Whenever a line below mentions the word "buttons", that line should be copied.

Dataset entries >>
○ ○ ○ ○ ○ ○ ○
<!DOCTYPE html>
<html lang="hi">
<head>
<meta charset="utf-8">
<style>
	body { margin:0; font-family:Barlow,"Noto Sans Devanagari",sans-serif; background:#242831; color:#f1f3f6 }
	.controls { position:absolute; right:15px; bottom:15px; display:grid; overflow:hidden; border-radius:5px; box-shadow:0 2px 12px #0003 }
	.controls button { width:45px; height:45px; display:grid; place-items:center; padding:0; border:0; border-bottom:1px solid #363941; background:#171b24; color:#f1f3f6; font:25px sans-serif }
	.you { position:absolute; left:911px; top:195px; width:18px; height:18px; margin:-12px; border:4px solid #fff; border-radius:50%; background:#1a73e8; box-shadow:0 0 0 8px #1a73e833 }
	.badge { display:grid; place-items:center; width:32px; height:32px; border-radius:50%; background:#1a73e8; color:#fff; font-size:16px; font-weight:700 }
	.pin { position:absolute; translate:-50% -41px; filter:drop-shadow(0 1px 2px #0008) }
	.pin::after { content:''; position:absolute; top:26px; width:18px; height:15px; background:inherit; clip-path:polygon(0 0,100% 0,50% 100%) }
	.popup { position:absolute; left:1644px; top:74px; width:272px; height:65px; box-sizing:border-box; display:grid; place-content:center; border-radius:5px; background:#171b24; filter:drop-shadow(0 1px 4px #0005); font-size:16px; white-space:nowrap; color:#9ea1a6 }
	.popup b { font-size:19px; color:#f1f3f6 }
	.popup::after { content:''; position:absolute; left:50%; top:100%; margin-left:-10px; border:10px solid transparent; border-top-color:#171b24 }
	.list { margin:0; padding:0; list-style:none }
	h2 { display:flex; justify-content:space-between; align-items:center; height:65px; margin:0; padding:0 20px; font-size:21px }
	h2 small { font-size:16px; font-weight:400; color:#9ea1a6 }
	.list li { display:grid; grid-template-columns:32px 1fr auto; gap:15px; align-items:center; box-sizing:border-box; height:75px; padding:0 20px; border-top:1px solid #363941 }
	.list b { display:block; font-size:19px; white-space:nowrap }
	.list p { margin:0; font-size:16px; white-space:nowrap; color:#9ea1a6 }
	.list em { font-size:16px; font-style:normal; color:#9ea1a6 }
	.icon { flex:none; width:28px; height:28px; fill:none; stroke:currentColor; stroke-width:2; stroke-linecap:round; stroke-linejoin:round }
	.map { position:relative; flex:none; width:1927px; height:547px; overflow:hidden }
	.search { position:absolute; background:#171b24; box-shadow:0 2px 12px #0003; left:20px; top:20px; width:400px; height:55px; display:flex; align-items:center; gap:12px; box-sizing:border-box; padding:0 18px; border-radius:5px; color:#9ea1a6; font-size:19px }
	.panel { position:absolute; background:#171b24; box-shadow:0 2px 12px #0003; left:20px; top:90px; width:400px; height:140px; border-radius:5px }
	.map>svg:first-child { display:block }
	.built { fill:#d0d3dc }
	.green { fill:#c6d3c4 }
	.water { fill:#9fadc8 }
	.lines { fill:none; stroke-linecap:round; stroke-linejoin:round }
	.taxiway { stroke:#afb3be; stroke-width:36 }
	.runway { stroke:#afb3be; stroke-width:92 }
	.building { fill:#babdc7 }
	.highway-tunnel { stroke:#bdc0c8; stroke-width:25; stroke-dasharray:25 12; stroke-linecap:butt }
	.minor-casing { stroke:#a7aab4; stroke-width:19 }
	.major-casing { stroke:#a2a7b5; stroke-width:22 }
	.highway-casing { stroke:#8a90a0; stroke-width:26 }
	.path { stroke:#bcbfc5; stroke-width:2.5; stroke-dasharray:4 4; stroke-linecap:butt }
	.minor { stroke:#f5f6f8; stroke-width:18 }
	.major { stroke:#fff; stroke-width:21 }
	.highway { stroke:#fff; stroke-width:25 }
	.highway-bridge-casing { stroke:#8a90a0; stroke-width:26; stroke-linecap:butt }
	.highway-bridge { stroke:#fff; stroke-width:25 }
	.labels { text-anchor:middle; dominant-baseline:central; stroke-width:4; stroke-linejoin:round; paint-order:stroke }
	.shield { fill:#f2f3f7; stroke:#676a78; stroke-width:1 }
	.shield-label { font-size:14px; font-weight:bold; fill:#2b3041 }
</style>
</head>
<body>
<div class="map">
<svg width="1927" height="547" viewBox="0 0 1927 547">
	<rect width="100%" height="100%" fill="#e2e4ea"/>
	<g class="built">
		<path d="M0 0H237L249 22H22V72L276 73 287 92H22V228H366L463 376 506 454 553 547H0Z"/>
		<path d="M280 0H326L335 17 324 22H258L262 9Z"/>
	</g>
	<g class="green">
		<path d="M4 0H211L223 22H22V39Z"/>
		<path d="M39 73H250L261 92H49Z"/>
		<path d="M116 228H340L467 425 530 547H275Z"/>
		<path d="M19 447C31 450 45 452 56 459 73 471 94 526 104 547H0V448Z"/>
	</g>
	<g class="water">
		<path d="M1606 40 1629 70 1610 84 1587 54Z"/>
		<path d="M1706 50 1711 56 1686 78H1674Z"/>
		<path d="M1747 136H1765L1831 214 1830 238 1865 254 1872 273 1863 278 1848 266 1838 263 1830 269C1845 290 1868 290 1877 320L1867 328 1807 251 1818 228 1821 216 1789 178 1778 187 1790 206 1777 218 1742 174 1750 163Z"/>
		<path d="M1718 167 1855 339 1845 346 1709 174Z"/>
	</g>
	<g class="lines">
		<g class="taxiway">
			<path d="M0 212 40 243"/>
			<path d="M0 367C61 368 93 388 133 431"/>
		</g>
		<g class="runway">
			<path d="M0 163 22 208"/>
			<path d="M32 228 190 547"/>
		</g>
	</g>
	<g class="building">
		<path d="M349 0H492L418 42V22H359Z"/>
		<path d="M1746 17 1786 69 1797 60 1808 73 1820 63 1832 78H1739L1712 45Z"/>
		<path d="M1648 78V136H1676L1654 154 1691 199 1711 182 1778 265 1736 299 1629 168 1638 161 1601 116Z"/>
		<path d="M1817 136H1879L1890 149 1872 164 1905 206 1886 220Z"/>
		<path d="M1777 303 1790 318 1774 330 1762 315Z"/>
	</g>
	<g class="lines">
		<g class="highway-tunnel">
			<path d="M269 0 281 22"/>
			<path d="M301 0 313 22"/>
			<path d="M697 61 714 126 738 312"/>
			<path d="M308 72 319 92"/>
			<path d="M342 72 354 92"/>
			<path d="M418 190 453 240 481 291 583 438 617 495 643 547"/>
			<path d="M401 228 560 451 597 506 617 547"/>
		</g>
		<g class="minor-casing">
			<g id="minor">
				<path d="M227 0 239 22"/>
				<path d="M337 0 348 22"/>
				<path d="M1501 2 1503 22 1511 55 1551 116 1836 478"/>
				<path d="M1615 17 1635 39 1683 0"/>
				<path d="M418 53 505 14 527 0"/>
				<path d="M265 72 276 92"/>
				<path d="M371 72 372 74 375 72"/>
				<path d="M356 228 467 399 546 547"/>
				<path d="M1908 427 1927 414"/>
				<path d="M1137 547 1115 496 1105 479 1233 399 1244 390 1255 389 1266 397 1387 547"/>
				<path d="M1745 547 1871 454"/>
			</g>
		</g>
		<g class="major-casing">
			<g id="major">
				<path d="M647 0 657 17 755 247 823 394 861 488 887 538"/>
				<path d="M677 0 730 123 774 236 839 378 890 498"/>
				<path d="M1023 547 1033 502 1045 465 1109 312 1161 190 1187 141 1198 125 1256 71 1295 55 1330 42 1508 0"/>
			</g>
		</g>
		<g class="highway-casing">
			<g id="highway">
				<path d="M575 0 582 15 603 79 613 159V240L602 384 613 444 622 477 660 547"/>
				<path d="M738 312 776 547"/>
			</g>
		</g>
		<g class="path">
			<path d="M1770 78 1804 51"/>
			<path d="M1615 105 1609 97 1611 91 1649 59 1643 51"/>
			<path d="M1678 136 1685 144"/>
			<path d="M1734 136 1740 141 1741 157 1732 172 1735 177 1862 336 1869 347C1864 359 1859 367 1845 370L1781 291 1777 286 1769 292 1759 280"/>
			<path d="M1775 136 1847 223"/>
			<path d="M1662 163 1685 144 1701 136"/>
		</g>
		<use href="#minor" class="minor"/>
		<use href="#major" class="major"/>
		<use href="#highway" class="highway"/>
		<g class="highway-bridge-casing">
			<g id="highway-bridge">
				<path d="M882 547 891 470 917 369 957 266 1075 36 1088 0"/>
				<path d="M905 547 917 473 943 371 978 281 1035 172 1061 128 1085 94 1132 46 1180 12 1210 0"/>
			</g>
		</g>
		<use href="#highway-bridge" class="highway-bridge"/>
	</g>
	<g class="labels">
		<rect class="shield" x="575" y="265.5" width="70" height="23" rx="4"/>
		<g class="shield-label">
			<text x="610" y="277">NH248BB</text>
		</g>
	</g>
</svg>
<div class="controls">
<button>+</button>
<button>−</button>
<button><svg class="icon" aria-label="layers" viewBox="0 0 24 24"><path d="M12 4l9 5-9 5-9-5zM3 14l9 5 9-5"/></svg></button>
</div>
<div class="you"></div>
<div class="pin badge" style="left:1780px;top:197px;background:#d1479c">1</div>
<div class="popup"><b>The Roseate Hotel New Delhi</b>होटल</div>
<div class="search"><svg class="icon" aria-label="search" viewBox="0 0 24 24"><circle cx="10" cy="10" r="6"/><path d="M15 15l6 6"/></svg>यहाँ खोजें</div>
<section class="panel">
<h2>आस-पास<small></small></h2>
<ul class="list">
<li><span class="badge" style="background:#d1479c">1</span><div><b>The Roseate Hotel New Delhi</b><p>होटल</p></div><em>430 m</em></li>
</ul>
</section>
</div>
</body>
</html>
○ ○ ○ ○ ○ ○ ○
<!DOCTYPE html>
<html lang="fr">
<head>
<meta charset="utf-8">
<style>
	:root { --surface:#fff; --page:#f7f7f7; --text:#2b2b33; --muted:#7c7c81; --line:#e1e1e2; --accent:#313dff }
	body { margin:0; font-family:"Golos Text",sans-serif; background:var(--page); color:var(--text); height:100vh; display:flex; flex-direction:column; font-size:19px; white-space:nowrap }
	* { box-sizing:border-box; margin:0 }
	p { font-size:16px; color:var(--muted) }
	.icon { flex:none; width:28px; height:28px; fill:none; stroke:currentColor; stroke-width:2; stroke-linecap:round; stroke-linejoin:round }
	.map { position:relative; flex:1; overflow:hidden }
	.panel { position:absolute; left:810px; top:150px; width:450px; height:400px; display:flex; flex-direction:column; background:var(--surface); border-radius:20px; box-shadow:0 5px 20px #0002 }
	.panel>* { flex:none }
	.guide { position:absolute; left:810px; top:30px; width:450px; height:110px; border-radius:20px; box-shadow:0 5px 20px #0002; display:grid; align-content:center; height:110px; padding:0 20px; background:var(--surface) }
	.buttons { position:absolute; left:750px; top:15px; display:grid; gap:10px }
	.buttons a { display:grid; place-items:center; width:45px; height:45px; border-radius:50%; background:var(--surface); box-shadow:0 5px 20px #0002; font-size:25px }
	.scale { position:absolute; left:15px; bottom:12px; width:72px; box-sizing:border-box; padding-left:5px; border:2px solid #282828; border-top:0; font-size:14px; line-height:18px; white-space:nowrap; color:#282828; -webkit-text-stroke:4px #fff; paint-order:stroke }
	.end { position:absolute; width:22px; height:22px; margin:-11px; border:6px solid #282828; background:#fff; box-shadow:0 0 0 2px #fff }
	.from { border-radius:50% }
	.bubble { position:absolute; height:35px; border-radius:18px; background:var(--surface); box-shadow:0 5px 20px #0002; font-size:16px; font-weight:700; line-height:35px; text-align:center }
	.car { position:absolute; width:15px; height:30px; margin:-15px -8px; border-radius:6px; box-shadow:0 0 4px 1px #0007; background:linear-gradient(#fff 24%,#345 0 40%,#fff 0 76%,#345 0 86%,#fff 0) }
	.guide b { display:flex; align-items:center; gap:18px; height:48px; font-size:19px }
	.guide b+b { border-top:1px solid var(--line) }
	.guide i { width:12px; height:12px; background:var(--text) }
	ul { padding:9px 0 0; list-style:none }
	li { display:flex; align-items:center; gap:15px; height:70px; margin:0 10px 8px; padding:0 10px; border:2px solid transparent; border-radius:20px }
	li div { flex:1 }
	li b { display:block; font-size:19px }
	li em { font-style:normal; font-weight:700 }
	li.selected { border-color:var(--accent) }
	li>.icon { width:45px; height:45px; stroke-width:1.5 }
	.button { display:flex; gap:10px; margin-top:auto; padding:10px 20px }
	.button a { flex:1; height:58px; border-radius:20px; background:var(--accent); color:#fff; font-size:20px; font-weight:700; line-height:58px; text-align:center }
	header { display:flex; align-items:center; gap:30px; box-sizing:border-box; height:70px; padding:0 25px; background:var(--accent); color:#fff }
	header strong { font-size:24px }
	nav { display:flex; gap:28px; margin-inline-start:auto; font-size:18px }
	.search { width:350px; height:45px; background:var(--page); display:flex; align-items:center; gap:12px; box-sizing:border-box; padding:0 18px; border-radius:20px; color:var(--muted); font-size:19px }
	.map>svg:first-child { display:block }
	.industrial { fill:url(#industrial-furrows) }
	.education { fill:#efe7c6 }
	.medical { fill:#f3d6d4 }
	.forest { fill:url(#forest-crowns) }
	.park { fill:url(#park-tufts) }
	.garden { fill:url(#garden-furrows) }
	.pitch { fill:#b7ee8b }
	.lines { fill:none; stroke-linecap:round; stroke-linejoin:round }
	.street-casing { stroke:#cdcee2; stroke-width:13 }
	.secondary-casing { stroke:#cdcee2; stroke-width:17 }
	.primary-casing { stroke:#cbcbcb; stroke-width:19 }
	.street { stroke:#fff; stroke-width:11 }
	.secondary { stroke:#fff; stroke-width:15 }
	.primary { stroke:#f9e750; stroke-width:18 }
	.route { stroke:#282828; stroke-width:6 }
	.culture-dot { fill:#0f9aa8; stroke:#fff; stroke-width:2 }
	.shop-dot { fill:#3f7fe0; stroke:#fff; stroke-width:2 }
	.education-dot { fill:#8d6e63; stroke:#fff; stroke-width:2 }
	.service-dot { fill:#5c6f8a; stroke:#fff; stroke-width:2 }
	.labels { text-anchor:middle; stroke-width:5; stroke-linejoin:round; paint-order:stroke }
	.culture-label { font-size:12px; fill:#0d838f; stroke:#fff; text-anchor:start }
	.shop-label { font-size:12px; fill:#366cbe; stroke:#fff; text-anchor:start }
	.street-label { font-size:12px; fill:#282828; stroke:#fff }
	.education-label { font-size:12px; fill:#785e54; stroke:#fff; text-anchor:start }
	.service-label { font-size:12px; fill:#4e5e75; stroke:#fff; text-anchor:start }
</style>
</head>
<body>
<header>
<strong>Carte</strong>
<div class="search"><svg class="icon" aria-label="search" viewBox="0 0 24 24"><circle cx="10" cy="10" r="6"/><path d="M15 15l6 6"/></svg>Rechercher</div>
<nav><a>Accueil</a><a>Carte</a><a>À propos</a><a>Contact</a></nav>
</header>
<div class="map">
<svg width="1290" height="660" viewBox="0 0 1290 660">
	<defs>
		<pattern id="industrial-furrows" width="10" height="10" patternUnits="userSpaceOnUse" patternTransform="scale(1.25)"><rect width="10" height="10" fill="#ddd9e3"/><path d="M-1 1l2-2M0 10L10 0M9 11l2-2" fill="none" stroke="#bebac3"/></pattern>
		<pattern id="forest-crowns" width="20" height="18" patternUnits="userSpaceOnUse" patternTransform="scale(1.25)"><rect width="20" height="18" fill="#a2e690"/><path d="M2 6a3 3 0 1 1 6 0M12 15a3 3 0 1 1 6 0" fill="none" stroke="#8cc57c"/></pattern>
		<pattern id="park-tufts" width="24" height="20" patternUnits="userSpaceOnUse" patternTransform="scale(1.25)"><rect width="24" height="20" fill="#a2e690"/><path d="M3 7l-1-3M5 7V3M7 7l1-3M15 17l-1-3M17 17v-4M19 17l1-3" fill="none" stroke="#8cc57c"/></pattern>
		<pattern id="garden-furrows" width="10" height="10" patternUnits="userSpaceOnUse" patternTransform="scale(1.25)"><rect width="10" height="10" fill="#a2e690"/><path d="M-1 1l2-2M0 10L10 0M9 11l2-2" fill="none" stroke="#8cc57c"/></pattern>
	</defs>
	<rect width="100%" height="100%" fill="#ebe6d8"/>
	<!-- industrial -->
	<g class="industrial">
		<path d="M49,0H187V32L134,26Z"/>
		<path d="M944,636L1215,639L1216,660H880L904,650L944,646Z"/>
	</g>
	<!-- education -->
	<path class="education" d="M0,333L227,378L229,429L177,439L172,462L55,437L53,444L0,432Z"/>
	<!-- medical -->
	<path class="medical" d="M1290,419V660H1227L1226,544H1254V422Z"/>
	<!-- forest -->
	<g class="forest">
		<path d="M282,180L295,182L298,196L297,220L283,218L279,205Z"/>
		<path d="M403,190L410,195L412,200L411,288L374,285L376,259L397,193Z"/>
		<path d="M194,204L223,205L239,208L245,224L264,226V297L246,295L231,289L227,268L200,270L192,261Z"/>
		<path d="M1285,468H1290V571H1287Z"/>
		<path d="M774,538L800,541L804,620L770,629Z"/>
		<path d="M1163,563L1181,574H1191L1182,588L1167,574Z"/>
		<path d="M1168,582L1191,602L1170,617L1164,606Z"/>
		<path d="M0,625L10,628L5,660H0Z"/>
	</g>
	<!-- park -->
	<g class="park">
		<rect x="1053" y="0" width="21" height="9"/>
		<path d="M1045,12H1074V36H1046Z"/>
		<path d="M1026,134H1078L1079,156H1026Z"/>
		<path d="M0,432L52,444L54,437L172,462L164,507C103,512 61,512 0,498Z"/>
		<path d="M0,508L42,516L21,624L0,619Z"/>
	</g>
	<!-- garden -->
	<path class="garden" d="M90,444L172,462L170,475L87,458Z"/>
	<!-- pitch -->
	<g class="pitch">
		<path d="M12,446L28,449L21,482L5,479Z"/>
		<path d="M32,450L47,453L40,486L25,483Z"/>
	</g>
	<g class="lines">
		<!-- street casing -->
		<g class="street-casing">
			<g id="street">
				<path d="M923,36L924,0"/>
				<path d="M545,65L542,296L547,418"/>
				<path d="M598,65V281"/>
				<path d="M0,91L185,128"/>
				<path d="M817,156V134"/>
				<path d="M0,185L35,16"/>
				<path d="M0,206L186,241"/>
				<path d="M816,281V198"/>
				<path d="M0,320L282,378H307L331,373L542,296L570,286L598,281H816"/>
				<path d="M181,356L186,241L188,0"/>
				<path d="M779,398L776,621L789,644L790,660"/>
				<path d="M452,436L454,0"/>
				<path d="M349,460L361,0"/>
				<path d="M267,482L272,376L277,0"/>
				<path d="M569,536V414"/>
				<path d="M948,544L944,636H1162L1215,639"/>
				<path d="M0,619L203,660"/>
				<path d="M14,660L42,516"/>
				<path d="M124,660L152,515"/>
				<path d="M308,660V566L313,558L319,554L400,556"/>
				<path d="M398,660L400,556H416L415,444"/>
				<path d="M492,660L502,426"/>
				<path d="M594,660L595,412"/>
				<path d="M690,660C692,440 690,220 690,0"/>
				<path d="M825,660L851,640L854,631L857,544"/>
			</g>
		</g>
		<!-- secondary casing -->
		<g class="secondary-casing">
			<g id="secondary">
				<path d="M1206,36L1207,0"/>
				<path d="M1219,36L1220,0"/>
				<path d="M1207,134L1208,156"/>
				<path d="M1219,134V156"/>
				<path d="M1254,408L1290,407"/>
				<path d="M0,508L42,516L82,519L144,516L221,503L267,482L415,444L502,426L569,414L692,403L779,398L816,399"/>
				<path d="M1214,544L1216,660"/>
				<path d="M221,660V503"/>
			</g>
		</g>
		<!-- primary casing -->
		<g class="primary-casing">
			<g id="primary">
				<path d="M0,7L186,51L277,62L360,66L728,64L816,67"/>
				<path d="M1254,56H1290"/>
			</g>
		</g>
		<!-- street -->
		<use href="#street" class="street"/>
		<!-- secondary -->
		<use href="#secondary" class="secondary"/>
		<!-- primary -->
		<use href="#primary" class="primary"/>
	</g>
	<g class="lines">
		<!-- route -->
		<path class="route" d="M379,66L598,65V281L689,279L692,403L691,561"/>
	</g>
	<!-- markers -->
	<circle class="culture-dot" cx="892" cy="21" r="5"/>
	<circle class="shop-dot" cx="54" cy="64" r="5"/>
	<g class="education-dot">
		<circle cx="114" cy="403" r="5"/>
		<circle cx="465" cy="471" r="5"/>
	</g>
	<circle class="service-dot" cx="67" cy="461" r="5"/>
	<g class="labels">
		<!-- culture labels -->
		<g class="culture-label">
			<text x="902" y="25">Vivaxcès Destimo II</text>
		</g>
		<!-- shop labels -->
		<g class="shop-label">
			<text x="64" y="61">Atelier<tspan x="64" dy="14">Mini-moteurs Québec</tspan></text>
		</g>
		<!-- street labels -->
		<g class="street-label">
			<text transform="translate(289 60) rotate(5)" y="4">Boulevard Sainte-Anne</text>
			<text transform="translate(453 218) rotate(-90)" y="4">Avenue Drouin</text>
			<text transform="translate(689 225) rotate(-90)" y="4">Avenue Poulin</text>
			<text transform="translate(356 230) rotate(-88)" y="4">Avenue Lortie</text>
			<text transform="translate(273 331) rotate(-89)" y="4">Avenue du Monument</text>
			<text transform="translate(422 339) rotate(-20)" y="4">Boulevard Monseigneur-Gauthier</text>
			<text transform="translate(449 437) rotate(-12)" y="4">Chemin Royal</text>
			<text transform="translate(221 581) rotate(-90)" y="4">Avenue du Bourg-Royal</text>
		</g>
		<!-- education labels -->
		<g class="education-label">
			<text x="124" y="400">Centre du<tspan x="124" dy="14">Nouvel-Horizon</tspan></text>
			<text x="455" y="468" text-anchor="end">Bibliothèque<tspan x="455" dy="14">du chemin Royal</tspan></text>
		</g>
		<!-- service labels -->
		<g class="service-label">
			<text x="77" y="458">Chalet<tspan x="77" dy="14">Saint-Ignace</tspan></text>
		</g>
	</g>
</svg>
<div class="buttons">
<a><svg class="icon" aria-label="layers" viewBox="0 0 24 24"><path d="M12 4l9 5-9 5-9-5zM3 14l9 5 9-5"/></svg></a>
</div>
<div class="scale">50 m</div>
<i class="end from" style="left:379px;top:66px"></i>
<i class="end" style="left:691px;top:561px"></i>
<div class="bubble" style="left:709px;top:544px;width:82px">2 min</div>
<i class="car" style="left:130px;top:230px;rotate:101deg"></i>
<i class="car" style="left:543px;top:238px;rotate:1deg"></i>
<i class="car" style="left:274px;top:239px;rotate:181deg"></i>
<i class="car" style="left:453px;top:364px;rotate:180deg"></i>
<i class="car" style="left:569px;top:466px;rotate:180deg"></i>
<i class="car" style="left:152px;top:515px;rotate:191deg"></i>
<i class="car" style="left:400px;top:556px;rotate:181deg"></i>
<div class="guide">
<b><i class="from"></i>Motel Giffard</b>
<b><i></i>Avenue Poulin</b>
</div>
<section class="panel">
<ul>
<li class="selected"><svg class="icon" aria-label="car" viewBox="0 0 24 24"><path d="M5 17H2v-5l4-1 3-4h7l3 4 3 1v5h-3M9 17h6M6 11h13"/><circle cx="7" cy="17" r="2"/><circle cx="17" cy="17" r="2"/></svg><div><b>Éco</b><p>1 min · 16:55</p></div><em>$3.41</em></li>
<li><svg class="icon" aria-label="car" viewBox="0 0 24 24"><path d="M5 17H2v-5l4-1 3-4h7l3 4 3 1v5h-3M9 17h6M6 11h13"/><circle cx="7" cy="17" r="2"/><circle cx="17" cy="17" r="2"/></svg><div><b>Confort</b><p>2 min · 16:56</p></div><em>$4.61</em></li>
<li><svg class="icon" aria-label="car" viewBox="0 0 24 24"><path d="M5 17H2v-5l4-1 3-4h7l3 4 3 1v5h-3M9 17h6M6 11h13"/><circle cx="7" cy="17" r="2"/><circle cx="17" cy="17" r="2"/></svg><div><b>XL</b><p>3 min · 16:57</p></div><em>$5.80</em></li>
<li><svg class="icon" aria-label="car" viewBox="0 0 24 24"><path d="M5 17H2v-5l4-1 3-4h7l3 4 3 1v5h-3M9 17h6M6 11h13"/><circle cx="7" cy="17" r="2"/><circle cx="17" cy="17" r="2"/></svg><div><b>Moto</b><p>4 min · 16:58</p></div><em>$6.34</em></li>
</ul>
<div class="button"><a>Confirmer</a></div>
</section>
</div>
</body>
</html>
○ ○ ○ ○ ○ ○ ○
Response area >>
	.buttons { position:absolute; left:750px; top:15px; display:grid; gap:10px }
	.buttons a { display:grid; place-items:center; width:45px; height:45px; border-radius:50%; background:var(--surface); box-shadow:0 5px 20px #0002; font-size:25px }
<div class="buttons">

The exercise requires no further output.